22 April 2007

More on The Matrix

I sometimes wonder whether there really was a "Nineties". We know what the 80's were - big hair, shoulder pads, glorified selfishness, armageddon chic - as the MST3K crew put it, "do a lot of coke and vote for Ronald Reagan". The 70's were afros, disco, free love, punk, the oil crisis, things falling apart in general. And I don't need to explain what the 60's were, surely.

Dunno about the 90s in general, but we have a symbol of the late 90's in particular - The Matrix. I watched it last night for the first time in ages, and while still a lot of fun, it seemed quite dated in a way - not just because everyone has ripped off its most vital visual effects for crappy, third-rate action movies (and its gothic/industrial/vinyl aesthetic). I haven't thought about this in depth yet, but could we say that The Matrix is the ultimate movie of the era of Fukuyama's "end of history"; the era when new age "personal potential" belief systems were at their most popular; the high point of "liberal imperialism", where relaxed, laid-back dudes who appealed to the cultural intelligensia were doing the bombing (Clinton could invade places that Dubya would never dare); and of course the era of the dot-com bubble, when people really seemed to believe that The Internet - or the Y2K problem (remember that, anyone?) would fuck the shit up of our whole social system altogether.

(Is it possible that this disappointment of the cultural intelligensia's technoutopian/technoapocalyptic fantasies are behind the dismissive labels that young people use to describe their primary social outlet?
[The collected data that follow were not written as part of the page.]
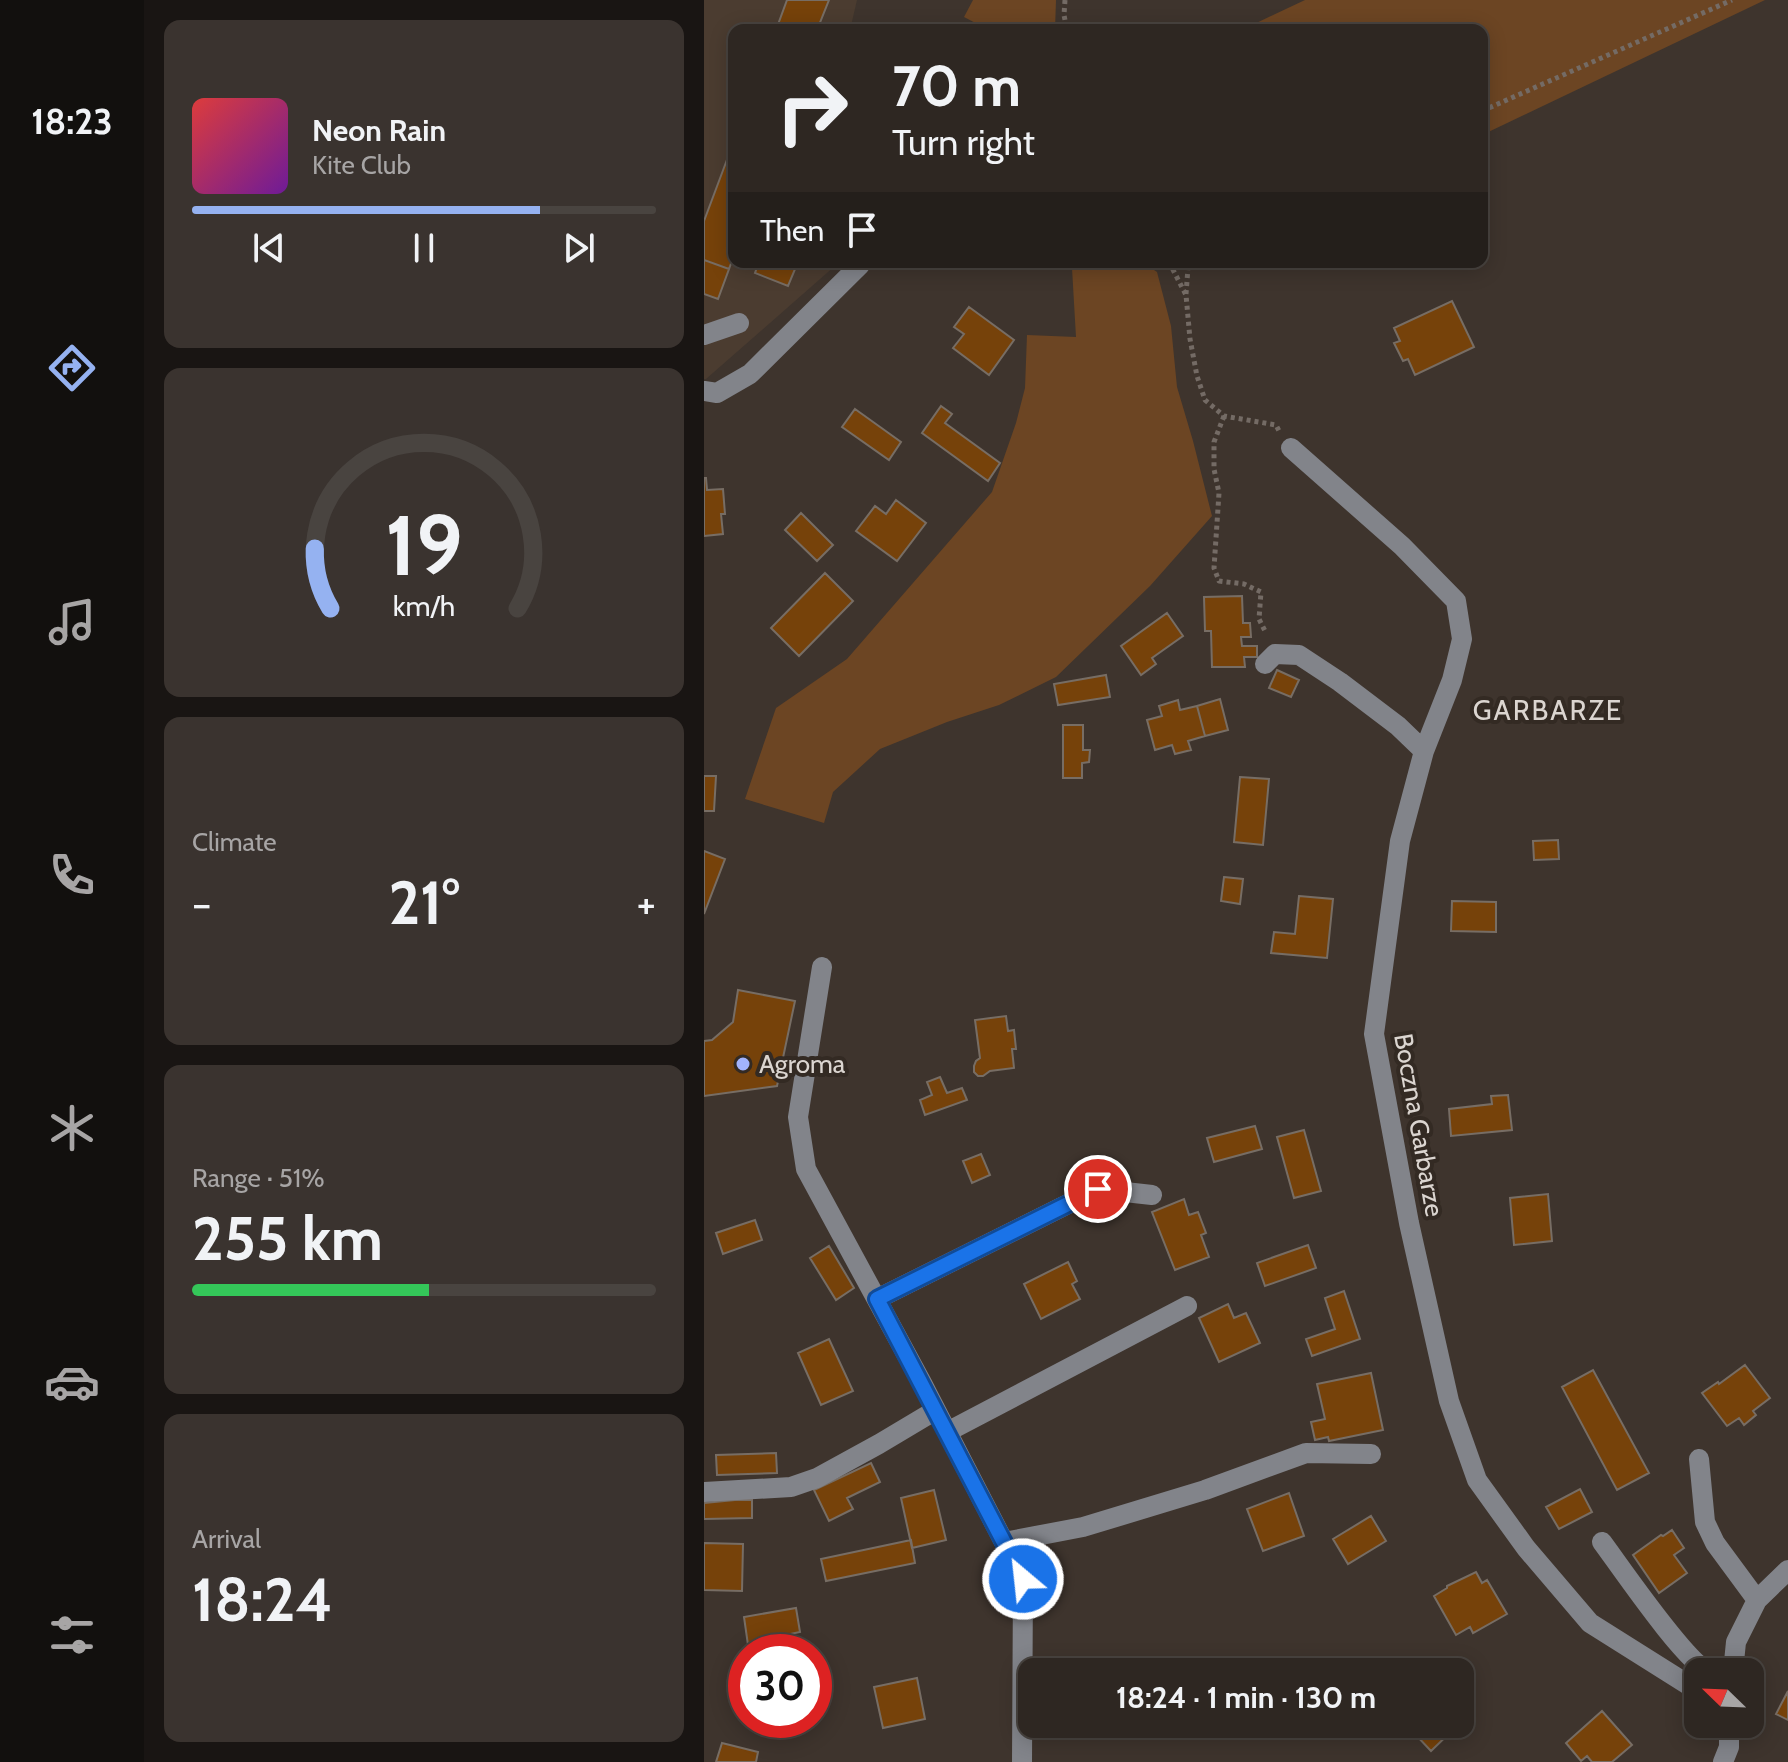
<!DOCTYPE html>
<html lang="en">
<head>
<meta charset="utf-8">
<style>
	body { margin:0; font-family:Cabin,sans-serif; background:#3a332f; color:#f1f3f6; height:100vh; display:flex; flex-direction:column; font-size:30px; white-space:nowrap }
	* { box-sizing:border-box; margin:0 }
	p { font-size:26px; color:#a7a5a5 }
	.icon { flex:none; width:44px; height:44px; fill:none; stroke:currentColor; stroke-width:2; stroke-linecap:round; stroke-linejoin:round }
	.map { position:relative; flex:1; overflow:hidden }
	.panel { display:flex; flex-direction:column; gap:20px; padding:20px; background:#191513; width:560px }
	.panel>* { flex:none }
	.hud { position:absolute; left:24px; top:24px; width:760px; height:244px; border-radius:16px; box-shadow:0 4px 20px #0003,0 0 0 2px #494440; background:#2e2722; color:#f1f3f6; overflow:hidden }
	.needle { width:52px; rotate:293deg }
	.tools { position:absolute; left:980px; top:1658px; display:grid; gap:16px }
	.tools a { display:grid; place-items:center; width:80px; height:80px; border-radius:16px; background:#2e2722; box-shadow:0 4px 20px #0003,0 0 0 2px #494440; font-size:40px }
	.speed { position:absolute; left:24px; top:1634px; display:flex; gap:16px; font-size:40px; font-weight:700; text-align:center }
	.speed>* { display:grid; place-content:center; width:104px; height:104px; border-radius:50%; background:#2e2722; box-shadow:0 4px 20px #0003,0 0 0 2px #494440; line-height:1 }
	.speed .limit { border:12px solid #d22; background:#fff; color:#111 }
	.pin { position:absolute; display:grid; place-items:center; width:68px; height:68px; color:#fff; margin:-34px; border:4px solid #fff; border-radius:50%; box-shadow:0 2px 8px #0007 }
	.me { position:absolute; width:88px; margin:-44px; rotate:332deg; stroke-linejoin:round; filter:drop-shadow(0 0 6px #0008) }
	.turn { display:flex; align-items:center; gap:28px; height:168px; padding:0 32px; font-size:36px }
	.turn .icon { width:104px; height:104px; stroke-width:2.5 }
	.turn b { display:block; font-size:56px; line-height:68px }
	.then { display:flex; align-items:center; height:76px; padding:0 32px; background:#0003; gap:16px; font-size:30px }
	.big { font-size:60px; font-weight:800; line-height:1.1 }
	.panel .widget { flex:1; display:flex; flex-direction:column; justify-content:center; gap:12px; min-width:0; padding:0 28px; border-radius:16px; background:#3a332f }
	.panel .dial { align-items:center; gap:0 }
	.dial svg { height:208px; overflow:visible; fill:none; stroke:#494440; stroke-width:7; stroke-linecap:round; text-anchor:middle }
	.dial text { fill:#f1f3f6; stroke:none }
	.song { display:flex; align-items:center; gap:24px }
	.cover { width:96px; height:96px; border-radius:12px; background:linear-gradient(135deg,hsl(0 70% 55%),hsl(280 70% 35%)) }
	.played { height:8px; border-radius:4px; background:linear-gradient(90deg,#95b2f1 75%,#494440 75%) }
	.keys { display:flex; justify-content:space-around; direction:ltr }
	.heat { display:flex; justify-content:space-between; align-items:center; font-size:44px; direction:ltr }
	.charge { height:12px; border-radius:6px; background:linear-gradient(90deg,#34c759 51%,#494440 0) }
	.trip { position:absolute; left:314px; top:1658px; width:456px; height:80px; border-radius:16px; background:#2e2722; box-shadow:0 4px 20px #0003,0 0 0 2px #494440; font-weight:800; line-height:80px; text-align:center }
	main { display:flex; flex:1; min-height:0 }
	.tabs { display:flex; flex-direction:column; width:144px; justify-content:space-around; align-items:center; background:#12100e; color:#a7a5a5 }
	.tabs .icon { width:56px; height:56px }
	.tabs .current { color:#95b2f1 }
	.tabs b { font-size:36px; color:#f1f3f6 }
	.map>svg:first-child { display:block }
	.built { fill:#4b3c30 }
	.green { fill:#6c4523 }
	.building { fill:#76420a; stroke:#776d64; stroke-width:2 }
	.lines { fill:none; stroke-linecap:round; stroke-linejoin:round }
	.path { stroke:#746b65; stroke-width:5; stroke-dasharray:4 4; stroke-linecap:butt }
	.minor { stroke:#82848a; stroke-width:20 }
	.route-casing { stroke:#114b97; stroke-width:20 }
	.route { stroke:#1a73e8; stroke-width:14 }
	.poi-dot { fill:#a1b3fd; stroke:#332a23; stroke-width:3 }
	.labels { text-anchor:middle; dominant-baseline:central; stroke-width:8; stroke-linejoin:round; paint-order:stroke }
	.poi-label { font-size:26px; fill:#dbd5d0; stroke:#332a23; text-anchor:start }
	.street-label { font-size:26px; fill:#dbd5d0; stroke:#332a23 }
	.neighbourhood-label { font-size:28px; letter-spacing:2px; fill:#dbd5d0; stroke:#332a23 }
</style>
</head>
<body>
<main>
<nav class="tabs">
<b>18:23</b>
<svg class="icon current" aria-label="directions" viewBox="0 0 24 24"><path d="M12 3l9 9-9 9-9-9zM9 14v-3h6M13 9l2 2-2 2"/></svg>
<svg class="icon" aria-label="music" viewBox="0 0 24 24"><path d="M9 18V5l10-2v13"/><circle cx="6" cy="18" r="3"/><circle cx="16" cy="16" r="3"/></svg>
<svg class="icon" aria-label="phone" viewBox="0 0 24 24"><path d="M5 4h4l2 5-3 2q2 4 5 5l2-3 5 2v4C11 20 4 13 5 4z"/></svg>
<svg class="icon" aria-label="climate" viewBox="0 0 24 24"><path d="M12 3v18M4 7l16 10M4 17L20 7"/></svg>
<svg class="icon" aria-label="car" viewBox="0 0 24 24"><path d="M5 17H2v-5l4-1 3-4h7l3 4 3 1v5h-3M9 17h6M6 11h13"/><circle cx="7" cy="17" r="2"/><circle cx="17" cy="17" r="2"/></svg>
<svg class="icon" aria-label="filters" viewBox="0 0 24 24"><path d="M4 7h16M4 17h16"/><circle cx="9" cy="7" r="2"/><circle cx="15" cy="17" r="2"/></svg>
</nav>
<section class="panel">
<div class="widget">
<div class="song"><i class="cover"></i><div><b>Neon Rain</b><p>Kite Club</p></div></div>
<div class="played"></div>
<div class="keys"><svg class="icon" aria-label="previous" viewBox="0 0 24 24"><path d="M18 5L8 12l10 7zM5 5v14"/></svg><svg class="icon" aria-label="pause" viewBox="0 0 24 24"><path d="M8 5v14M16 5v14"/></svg><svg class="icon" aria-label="next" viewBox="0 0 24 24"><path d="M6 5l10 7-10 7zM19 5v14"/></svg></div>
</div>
<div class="widget dial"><svg viewBox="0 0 100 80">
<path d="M14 69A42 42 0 1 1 86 69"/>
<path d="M14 69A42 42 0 0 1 8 46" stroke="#95b2f1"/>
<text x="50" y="56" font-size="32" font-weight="700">19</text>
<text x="50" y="72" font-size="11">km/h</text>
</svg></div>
<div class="widget"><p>Climate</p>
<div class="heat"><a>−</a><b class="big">21°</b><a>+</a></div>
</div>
<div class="widget"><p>Range · 51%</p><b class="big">255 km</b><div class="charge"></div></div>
<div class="widget"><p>Arrival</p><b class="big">18:24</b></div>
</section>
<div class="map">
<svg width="1084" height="1762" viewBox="0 0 1084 1762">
	<rect width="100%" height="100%" fill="#3e342d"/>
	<!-- built -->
	<path class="built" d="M0,0h153l-7,30h-116v232h101l1,3 -130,114h-2z"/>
	<!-- green -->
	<path class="green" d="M269,0h83l-1,30h-66l-25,-13z
		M601,0h460l-283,135v-105h-233l1,-4z
		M365,262h73l15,10 14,54 6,61 16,54 19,75 -62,70 -94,91 -57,28 -52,17 -67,27 -47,43 -9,31 -79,-24 31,-91 71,-49 145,-167 24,-69 9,-35 2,-53 49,2 -4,-69z"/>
	<!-- building -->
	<path class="building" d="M83,0h42l-12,30h-41z
		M30,141v114l-5,14 -25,-9v-39z
		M0,260l25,9 -11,30 -14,-5z
		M55,262h39l-10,24 -33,-13z
		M748,301l22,46 -59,28 -7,-16 -5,2 -9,-18 6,-2 -6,-13z
		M265,307l45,33 -25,35 -36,-27 11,-14 -10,-7z
		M237,406l11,8 -7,9 55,40 -12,18 -66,-48z
		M151,409l46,33 -12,18 -47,-33z
		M0,478h2l1,12 16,-1 2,25h-4l2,20 -19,2z
		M192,500l30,23 -29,38 -41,-30 19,-25 11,8z
		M97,513l32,32 -16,16 -32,-31z
		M121,573l28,28 -54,55 -28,-28z
		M538,596l1,27h7l1,14h-10l1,9h15v11h-13l1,10h-33l-1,-36h-6l-1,-34z
		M463,613l16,23 -31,22 4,6 -15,11 -20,-29z
		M573,670l22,10 -8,17 -22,-9z
		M402,675l4,22 -52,8 -4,-21z
		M516,699l8,31 -23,6 -8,-30z
		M474,700l2,10 17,-4 8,30 -17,5 3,9 -16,4 -3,-9 -17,5 -8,-30 15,-4 -3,-10z
		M359,725h20v25h7l-1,12 -7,1v15h-19z
		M0,776h12l-2,35h-10z
		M536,777l29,2 -6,66 -29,-3z
		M854,840l1,19 -25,1 -1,-19z
		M0,851l21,8 -21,55z
		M520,877l19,2 -3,25 -19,-3z
		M595,896l34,3 -6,59 -56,-5 3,-21 21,2z
		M748,901l44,1v30l-45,-1z
		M34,990l57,11 -18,85 -73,10v-55l8,-1 21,-18z
		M302,1016l2,15 6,-1 2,19h-4l2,19 -24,3 -7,5h-5l-4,-4v-6l2,-5 4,-3 -5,-38z
		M236,1077l7,16 15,-5 5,12 -42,15 -5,-15 12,-5 -5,-13z
		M804,1095l4,35 -61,6 -2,-27 43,-5 -1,-8z
		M551,1126l7,23 -48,13 -7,-24z
		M600,1130l17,61 -27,7 -17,-61z
		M277,1154l9,21 -18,8 -9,-22z
		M844,1194l4,47 -38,4 -4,-47z
		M480,1199l5,16 9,-3 8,21 -5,2 8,22 -34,13 -23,-58z
		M51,1220l7,20 -39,14 -7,-21z
		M604,1245l8,23 -51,18 -8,-23z
		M125,1246l25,42 -18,12 -26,-42z
		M364,1262l9,19 -5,3 8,15 -39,20 -17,-35z
		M640,1291l16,48 -48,17 -6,-17 29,-10 -10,-31z
		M524,1304l6,14 12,-5 14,30 -41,19 -20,-44z
		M125,1339l24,52 -32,14 -23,-52z
		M1041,1365l25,33 -17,13 3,4 -12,10 -5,-7 -12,8 -25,-33 16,-11 1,2z
		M889,1370l56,103 -32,17 -55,-103z
		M667,1373l12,57 -54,11 -1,-4 -13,3 -4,-18 14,-3 -8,-35z
		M72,1453l1,20 -60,2 -1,-20z
		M167,1463l9,19 -33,16 6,11 -24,12 -15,-31z
		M876,1489l12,23 -33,17 -13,-22z
		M230,1490l12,50 -34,8 -11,-50z
		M585,1493l15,43 -41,15 -16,-42z
		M31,1500h17v18l-48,1v-16z
		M667,1516l15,25 -38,23 -15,-25z
		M968,1530l12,18 -10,7 13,18 -28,20 -26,-38 28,-20 2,1z
		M207,1540l4,23 -89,18 -5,-22z
		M0,1543l39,1 -1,47 -38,-1z
		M772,1572l6,11 5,-3 20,34 -34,19 -3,-6 -14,8 -22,-39 13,-8v-2z
		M92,1608l4,24 -10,2 2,15 -16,3h-27l-5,-35z
		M213,1678l8,41 -42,9 -9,-41z
		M1084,1691v29l-12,-6z
		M756,1698l12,13 -12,12z
		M898,1711l30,34 -20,17h-20l-5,-6 -6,5 -15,-18z
		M721,1724h34l-28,27 -16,-17z
		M18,1743l36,9 -2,10h-40z"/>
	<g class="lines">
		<!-- path -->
		<path class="path" d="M361,0l-1,15 3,15
			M778,111l250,-111
			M465,262l17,33 4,44 7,37 8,24 19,16 52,9 3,6
			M482,294l2,-26 6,-6
			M520,416l-10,26v27l5,24 -5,75 5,13 25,3 17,8 -2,27 7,14"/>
		<!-- minor -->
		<path class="minor" d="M0,335l35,-12
			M0,391l13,2 33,-19 110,-109
			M587,448l111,98 54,55 6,38 -10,41 -28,71 -24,90 -26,193 35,189 40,178 28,79 49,68 64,75 108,68
			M561,664l10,-10 24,1 41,27 58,44 26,25
			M118,967l-24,150 8,52 116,214 101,196 -1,183
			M173,1299l221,-110 54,6
			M243,1432l240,-126
			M995,1459l6,63 10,21 42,57
			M0,1492l87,-5 26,-9 62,-34 57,-34
			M300,1542l79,-15 122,-37 101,-37 65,1
			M898,1542c18,24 85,123 108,130
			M1029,1672l3,-30 21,-42 31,-30
			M1019,1762l6,-15v-23"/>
	</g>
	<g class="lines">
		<!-- route casing -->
		<g class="route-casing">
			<path id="route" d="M319,1579l-146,-280 221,-110"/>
		</g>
		<!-- route -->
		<use href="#route" class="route"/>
	</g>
	<!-- markers -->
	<circle class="poi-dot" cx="39" cy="1064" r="8"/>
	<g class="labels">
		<!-- poi labels -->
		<g class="poi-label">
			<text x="55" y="1064">Agroma</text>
		</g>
		<!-- street labels -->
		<g class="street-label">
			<text transform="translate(715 1125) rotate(80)">Boczna Garbarze</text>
		</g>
		<!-- neighbourhood labels -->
		<g class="neighbourhood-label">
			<text x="844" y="710">GARBARZE</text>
		</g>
	</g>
</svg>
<div class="tools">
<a><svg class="needle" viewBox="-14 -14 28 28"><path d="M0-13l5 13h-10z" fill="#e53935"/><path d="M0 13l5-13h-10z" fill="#a7a5a5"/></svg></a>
</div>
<div class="speed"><div class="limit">30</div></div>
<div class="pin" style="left:394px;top:1189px;background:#d93025"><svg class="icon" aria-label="arrive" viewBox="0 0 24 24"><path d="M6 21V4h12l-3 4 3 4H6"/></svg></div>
<svg class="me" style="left:319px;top:1579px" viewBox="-20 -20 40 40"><circle r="17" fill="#1a73e8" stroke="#fff" stroke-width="3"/><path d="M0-11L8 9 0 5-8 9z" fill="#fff"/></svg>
<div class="trip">18:24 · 1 min · 130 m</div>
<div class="hud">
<div class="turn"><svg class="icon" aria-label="right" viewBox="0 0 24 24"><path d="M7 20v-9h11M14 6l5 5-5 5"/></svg><div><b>70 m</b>Turn right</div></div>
<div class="then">Then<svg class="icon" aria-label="arrive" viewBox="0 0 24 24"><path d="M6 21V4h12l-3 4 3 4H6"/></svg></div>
</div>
</div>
</main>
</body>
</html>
I think the slightly sneering tone of labels like "teh intarwebz", "intertubes" or even "interbutt" are a reaction to the hushed and glorified tones that The Internet was described in back in the Matrix days. We now know that technology will not solve all our problems for us, or even give us a new set of problems. The problems of society are virtually the same that they were in 1973, when the current historical era began.)

Welcome to the Noughties. We are now in the era of 9/11, Islamophobia, the global anti-capitalism and anti-war movements, when we have been forcibly reminded that there is still an "outside" to globalised capitalism and its ideology, when internet technology has been subsumed into the dominant paradigm with only a marginal effect on the relations of productions. In retrospect, The Matrix seems a nostalgia trip - cute, but faintly embarrassing, as I supposed the hippy 60's looked from looking back from the fraught 70's.

11 April 2007

Some disconnected, vital thoughts

The motif of harmful sensation - in other words, the belief that "memes" have an independent existence and spread like viruses - is on one hand another self-comforting masturbatory fantasy of the people who create memes. ("Poets are the unacknowledged legislators of mankind"? No disrespect to the Romantics, but only a poet could have thought that one up.) Workers and professionals in the intellectual/creative industries love to buy consumption goods which spread the message that "dreams shape the world", that "stories can change people's minds like magic", that all the world will dance to your tune if you figure out the magic word. Funny, that. A good marketing decision by Messers Gaiman, Stephenson and Pratchett - flatter your audience that they themselves are at least potentially kick-ass magic users.

On the other hand it's a kind of a distorted mirror of the way ideology actually spreads. It becomes plausible if you can cause yourself not to see the real social factors which determine which "memes" survive and which don't - that is, if you are a cultural "Wizard of Oz" determined to pay not attention to the force of Capital behind the curtain.

A hard law of the dialectic is that blind idealism always has a dirty materialist secret running in the background (and vice versa: Stalinism is the mirror image of this). If you seriously believe that "culture" is something which exists independently of material/economic realities, then it becomes easy to believe that North American and European capital dominates the world because of "our culture". (Although I wonder how these people explain China or Japan.) And it's a short step from there to seeing "alien cultures" as the enemy - which leads directly to "liberal imperialism". If you have decided that people are psychologically or culturally "sick" because, for example, they get offended by racist caricatures of their major religious figures, then it's all too easy to turn a blind eye when people with the right "culture" bomb the crap out of them and steal their oil. These people are like children and cannot be trusted with wealth or sovereignty.

The social liberalism of the new middle classes is also liberal imperialism - it consists of making up cultural excuses for acts of brutality carried out for the sheer naked greed of capital accumulation. Once again, imaginary solutions to real problems. The class position of the new middle class - their belief that symbols, language and "memes" are what is truly important - leads to their complete inability to defend people who are really up at the sharp end of neoliberalism and mass murder. They know deep down that their privileged position selling images and narratives depends on the exploitation and oppression which makes "manufacturing consent" necessary. The academic/publishing/artistic/infotech circles of this world are increasingly talking themselves directly into the Green Zone in Baghdad.